* Work instructions *
Only the lines holding "small" are wanted here; copy each from the listing.
======
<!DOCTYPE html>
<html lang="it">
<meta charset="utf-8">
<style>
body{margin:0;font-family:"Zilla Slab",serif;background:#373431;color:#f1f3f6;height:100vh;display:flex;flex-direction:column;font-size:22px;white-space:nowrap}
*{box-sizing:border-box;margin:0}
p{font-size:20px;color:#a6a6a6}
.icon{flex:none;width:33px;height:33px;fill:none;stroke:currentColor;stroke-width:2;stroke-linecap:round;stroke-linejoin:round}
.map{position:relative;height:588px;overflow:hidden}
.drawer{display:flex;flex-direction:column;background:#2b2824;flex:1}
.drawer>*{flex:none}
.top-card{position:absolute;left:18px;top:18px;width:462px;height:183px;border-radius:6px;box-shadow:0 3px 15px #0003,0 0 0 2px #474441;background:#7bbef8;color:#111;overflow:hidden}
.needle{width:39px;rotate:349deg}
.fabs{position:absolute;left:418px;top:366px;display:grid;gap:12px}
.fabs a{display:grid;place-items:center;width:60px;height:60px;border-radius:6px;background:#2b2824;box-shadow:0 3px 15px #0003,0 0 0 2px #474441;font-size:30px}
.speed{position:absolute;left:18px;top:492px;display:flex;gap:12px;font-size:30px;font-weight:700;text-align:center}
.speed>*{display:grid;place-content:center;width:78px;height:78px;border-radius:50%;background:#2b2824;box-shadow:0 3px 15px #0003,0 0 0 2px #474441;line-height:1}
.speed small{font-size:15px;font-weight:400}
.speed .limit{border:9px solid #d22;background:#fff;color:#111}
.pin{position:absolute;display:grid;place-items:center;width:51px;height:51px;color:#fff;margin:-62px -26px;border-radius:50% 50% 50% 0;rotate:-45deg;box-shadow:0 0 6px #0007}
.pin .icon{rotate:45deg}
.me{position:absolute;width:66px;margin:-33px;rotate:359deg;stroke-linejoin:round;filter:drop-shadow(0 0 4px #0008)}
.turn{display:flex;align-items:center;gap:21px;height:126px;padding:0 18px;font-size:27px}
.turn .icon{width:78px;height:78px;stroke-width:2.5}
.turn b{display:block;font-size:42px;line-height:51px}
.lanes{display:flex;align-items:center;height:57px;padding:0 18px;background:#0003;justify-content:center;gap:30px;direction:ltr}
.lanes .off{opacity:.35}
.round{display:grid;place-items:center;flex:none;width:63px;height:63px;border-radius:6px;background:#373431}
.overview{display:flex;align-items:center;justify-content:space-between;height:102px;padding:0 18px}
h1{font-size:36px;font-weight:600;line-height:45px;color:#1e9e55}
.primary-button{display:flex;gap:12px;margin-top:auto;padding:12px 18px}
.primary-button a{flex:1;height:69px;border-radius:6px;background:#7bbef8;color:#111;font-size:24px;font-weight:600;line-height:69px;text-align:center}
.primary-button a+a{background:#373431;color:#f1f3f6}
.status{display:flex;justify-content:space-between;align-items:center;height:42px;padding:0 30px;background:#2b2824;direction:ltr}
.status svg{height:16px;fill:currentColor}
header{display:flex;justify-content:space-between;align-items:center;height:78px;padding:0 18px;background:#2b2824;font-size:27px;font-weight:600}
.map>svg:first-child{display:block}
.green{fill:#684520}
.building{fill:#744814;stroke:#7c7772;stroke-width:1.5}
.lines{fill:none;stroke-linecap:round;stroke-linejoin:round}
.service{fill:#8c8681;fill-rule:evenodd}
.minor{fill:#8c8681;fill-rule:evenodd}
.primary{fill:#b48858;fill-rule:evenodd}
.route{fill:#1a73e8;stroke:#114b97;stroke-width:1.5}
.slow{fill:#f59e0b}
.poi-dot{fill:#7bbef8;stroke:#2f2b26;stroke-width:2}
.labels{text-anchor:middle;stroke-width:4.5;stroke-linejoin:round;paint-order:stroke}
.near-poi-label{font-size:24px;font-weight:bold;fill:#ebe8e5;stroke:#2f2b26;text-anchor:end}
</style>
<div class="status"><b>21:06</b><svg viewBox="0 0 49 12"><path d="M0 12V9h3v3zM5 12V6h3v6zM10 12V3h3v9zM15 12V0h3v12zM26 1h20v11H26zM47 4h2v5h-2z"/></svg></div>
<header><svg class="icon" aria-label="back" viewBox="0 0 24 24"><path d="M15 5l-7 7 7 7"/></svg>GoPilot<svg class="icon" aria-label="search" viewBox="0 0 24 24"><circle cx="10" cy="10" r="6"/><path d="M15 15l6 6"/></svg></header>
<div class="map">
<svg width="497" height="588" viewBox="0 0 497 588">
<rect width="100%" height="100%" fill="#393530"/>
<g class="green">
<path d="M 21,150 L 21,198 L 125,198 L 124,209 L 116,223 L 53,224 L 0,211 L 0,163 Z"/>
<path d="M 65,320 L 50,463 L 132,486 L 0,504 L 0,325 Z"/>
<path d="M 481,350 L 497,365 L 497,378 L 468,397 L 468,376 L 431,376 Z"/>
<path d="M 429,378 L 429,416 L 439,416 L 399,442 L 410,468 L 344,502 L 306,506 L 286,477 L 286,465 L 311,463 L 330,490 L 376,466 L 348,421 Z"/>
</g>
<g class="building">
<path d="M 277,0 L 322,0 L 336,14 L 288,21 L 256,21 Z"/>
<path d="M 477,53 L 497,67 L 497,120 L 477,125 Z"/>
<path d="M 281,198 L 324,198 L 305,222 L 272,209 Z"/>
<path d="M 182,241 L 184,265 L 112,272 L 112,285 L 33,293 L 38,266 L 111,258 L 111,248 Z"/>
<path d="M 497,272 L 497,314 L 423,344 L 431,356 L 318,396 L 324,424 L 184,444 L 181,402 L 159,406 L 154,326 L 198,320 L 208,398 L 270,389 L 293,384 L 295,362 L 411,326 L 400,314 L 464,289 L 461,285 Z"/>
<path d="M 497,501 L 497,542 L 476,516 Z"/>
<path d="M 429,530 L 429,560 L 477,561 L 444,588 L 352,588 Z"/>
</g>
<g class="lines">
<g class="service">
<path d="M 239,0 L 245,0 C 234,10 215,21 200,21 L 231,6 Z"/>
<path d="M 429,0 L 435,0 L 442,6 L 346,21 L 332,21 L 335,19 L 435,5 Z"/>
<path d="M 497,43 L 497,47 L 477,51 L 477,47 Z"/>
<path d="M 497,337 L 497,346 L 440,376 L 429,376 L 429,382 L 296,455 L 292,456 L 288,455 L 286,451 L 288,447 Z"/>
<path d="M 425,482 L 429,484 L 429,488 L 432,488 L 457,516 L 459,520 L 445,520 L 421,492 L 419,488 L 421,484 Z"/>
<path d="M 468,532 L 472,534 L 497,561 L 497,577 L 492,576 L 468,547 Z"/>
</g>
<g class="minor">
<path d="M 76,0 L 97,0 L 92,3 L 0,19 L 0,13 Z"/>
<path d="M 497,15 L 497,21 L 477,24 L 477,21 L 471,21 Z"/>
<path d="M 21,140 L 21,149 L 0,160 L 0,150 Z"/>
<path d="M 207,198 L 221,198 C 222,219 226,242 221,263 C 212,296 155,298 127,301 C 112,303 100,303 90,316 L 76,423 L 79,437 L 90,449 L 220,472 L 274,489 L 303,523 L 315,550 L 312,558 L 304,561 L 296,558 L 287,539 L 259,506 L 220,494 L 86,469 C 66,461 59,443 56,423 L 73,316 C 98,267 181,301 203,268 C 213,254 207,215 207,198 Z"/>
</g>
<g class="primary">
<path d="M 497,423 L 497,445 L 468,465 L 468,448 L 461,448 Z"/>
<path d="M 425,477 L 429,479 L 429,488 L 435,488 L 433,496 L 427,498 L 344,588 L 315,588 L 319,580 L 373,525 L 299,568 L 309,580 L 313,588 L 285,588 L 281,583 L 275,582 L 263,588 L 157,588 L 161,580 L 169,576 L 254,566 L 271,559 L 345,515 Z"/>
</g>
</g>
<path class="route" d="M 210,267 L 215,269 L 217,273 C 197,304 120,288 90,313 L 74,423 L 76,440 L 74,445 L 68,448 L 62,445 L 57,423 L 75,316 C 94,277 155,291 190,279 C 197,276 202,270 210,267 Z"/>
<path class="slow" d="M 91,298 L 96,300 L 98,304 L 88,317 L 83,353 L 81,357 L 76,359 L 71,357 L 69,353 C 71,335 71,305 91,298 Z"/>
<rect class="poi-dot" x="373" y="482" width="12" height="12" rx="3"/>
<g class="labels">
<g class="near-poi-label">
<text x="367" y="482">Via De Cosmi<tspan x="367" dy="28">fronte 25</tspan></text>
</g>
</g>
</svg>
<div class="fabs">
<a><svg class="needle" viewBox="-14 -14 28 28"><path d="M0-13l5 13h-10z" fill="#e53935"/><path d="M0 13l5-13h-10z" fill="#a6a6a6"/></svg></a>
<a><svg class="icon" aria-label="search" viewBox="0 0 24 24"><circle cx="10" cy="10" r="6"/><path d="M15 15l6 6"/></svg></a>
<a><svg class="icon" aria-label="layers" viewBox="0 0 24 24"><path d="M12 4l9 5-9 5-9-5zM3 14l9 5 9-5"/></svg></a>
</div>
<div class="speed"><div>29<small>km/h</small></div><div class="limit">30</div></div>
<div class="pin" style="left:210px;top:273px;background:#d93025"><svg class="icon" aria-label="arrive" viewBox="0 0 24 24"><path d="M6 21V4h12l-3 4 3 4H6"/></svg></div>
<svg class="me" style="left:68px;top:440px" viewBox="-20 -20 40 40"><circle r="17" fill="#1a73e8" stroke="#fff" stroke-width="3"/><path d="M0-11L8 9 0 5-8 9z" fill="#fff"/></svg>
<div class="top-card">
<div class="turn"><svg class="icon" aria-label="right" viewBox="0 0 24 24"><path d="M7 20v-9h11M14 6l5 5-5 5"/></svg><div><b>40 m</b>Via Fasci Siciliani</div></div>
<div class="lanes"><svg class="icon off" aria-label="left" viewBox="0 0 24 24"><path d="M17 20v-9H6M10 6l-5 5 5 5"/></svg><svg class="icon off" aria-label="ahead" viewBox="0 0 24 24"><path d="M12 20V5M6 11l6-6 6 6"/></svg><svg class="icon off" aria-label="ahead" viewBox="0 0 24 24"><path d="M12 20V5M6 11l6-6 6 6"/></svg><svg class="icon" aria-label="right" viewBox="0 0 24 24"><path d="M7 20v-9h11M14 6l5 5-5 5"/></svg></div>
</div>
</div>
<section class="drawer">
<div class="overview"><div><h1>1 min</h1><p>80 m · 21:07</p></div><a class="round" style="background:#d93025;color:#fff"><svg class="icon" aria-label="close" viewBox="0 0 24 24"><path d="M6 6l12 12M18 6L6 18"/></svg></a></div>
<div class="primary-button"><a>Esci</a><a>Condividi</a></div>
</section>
======
* Your solution *
.speed small{font-size:15px;font-weight:400}
<div class="speed"><div>29<small>km/h</small></div><div class="limit">30</div></div>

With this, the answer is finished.